The Role of Congress
Congress’s ability to exercise oversight over the Board of Peace is limited but not nonexistent. The representative of the United States is President Donald Trump, while the Chairman of the Board is Donald Trump acting in a separate capacity under the charter. This dual role complicates traditional congressional oversight mechanisms that are normally applied to executive-branch activity.
Hypothetically, Congress can pass a law that would remove the United States from the Board, but would not necessarily remove Donald Trump from his role as Chairman of the Board itself (unless it made participation illegal for all U.S. citizens), raising unresolved constitutional and legal questions about the ability of a sitting president to continue operating an international organization in an individual capacity while serving as President of the United States or in a role with veto power over the next President. Most importantly, Congress retains control over appropriations, authorizations, and oversight. Congress can pass laws and funding restrictions that determine where U.S. money may be spent and can require that no funds appropriated by Congress may be spent to support or enable participation in the Board of Peace; it should also direct that funds intended for the reconstruction of Gaza are actually used for Gaza and not diverted to unrelated initiatives or institutions.
Congress’s most important responsibility will be sustained oversight. Several U.S. officials, including Secretary of State Marco Rubio, participate in the Board’s executive leadership, and their actions remain subject to congressional hearings, reporting requirements, and budgetary constraints. Hearings examining the Board’s activities, funding flows, and decision-making must be a priority for Congress. As of now, it is not known who will comprise the International Security Forces referenced in connection with the Board.
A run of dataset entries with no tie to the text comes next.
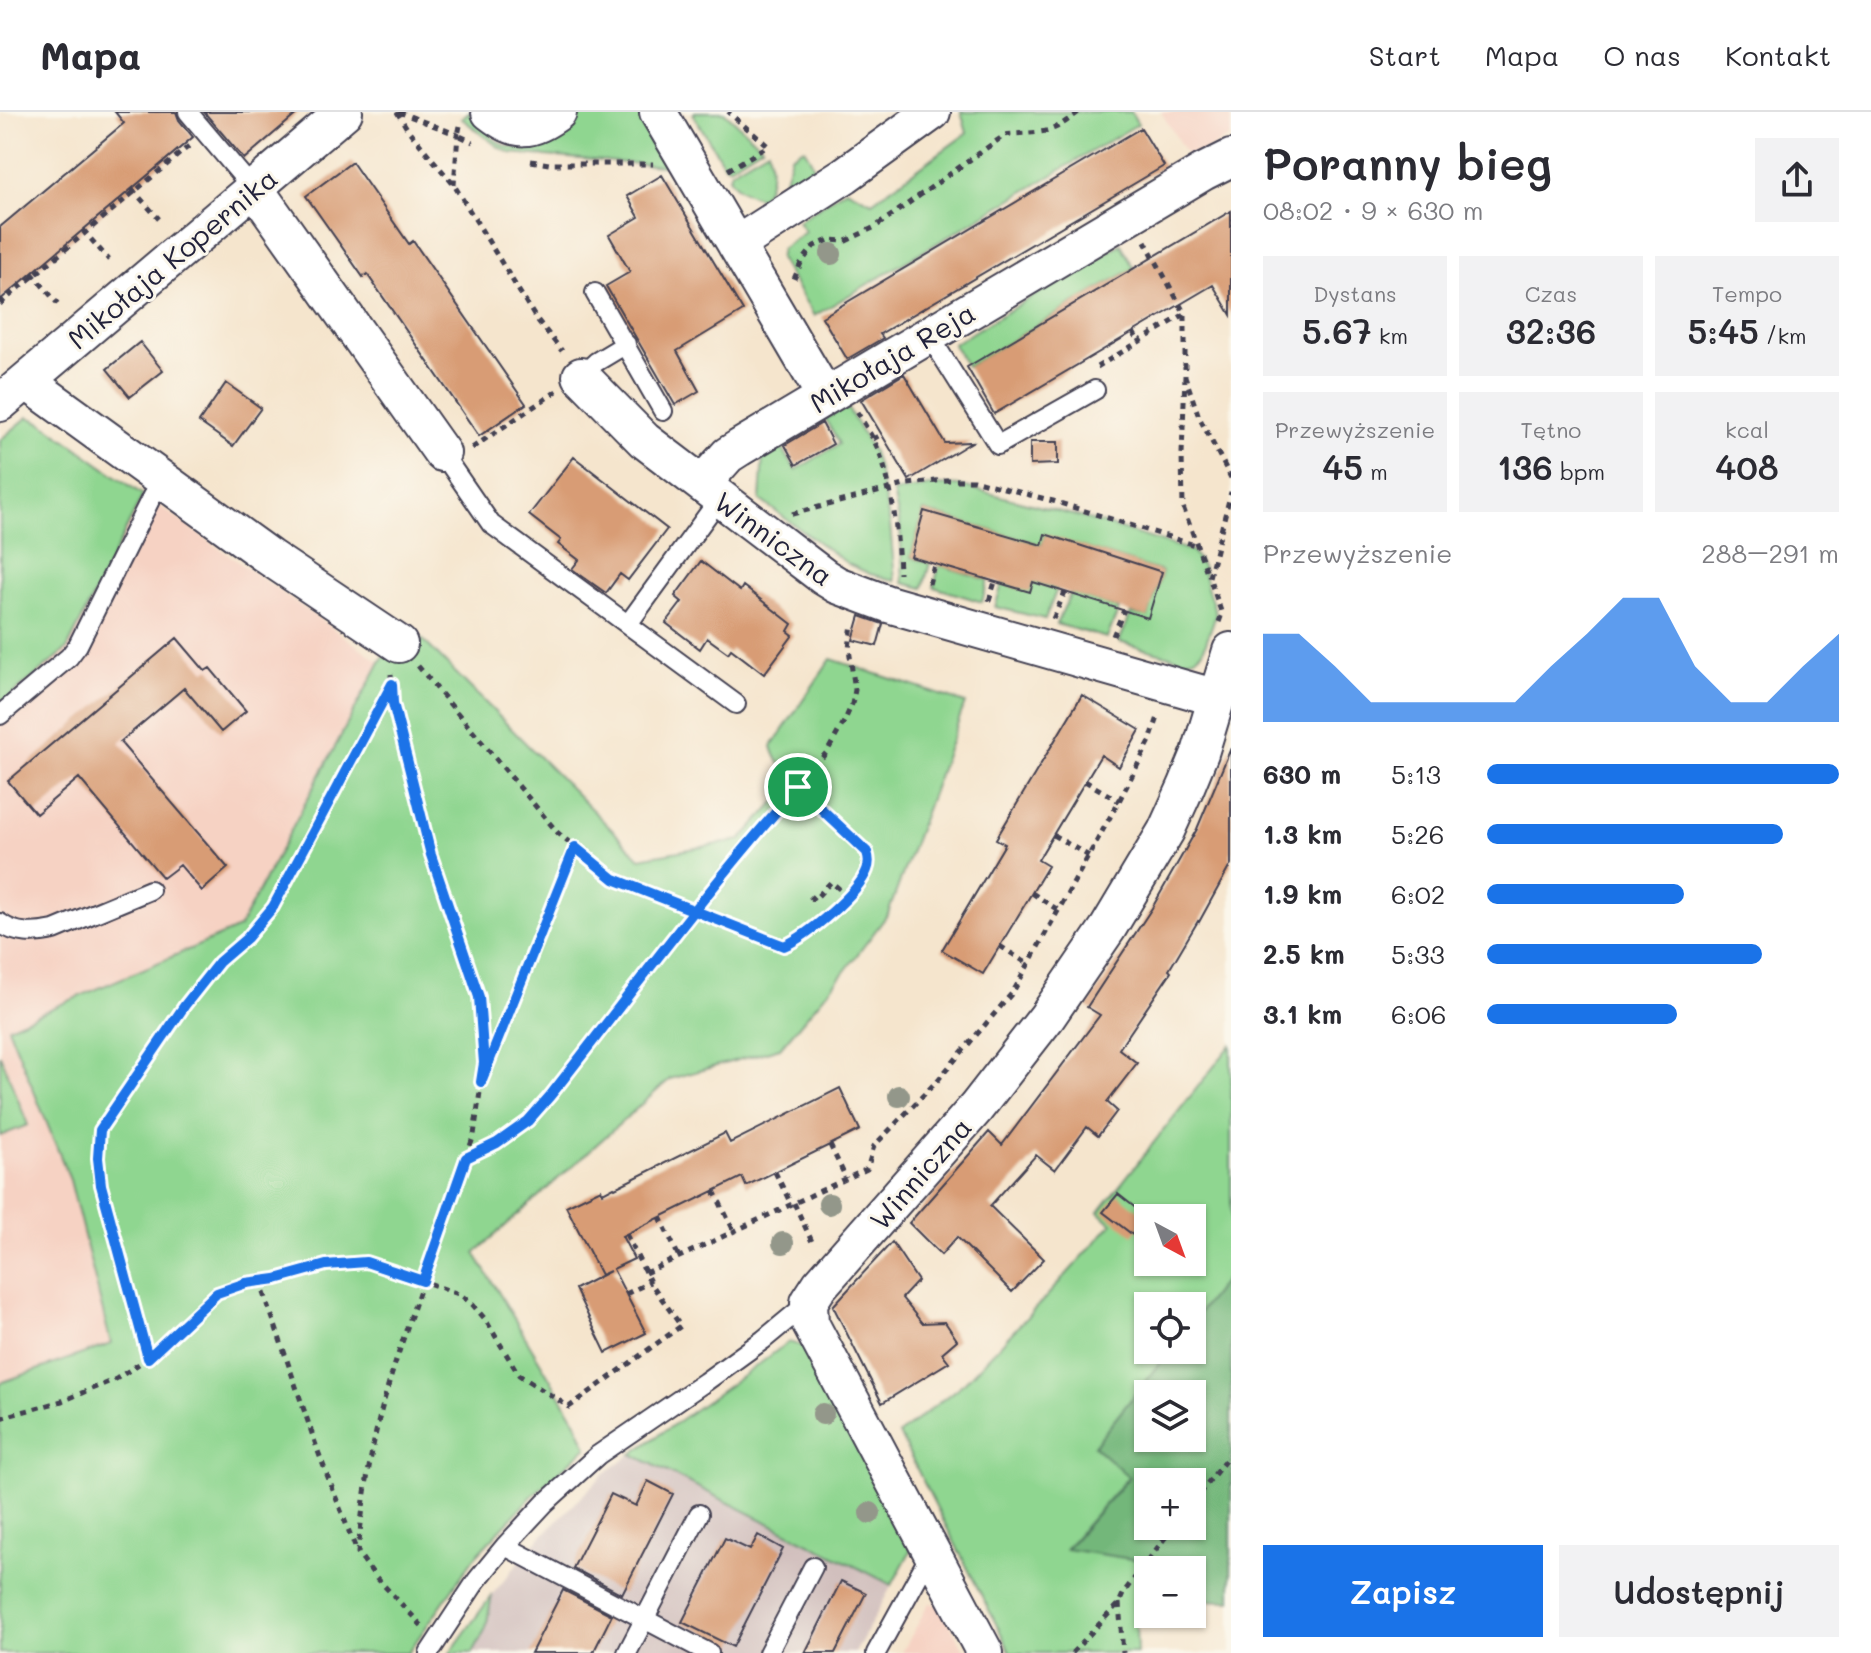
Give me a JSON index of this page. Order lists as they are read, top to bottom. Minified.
{"streets":{"street":["Mikołaja Kopernika","Mikołaja Reja","Winniczna"]},"crossings":[["Mikołaja Reja","Winniczna"]],"north":"bottom right","page":{"header":"Mapa","nav":["Start","Mapa","O nas","Kontakt"],"heading":["Poranny bieg","08:02 · 9 × 630 m"],"stats":[["Dystans","5.67 km"],["Czas","32:36"],["Tempo","5:45 /km"],["Przewyższenie","45 m"],["Tętno","136 bpm"],["kcal","408"]],"chart":["Przewyższenie","288–291 m"],"list":[{"name":"630 m","note":"5:13"},{"name":"1.3 km","note":"5:26"},{"name":"1.9 km","note":"6:02"},{"name":"2.5 km","note":"5:33"},{"name":"3.1 km","note":"6:06"}],"map_buttons":["+","−"],"buttons":["Zapisz","Udostępnij"]}}
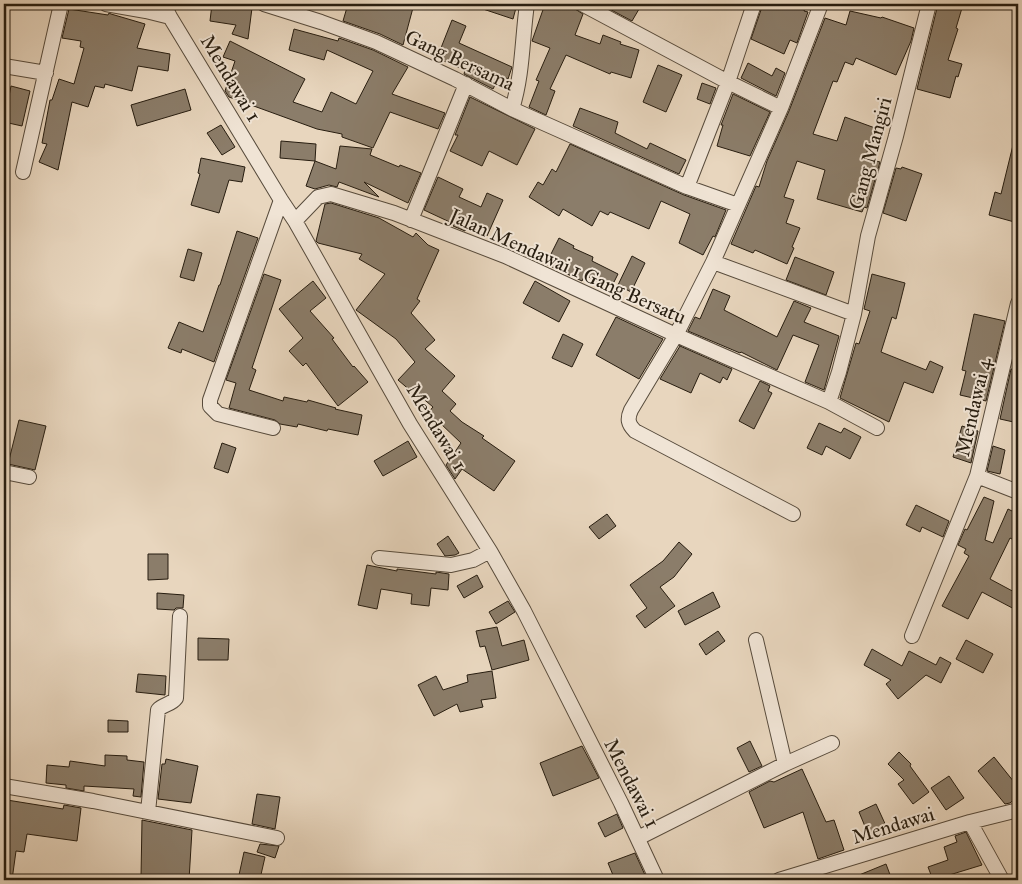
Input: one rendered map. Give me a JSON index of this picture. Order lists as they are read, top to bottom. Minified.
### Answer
{"streets":{"street":["Gang Bersama","Mendawai 1","Gang Mangiri","Jalan Mendawai 1 Gang Bersatu","Mendawai 4","Mendawai"]},"crossings":[["Mendawai 1","Jalan Mendawai 1 Gang Bersatu"],["Gang Mangiri","Jalan Mendawai 1 Gang Bersatu"]]}
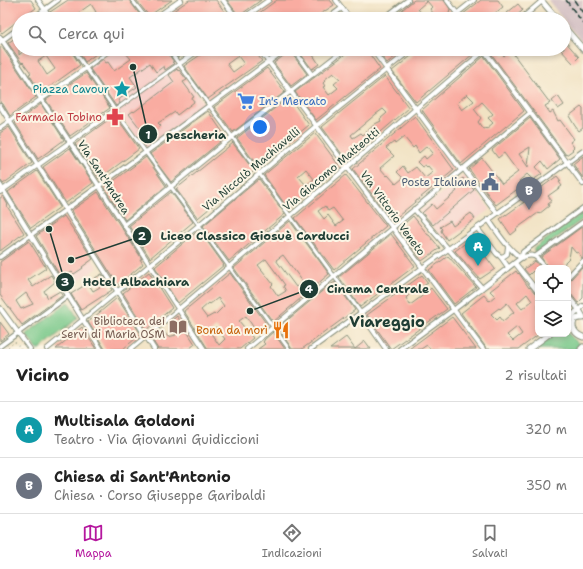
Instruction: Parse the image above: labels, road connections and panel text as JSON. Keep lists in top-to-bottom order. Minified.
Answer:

While Presidents have limited authority to deploy U.S. forces under existing law, Congress retains, at least in theory, decisive power through authorizations, appropriations, and the War Powers framework (in practice however, it is Presidents who have the decisive say, and Congress, despite its constitutional mandate, that is left, or chooses to remain, in the dust).
Congressional oversight of the Board of Peace will be paramount to ensure that America’s national interests and the public funds of the American people are used appropriately. Congress has the power to authorize the legal use of funds strictly on specific projects within the UN mandated authorization of the Board. Doing so will help mitigate damage to America’s national interest and reputation. Public hearings and unclassified reports on the use of those funds will provide Congress with the necessary data to do its congressional mandated role and take back some of its constitutional power over the purse in matters of foreign policy and ensure the American people are informed of what the Board is doing in their name.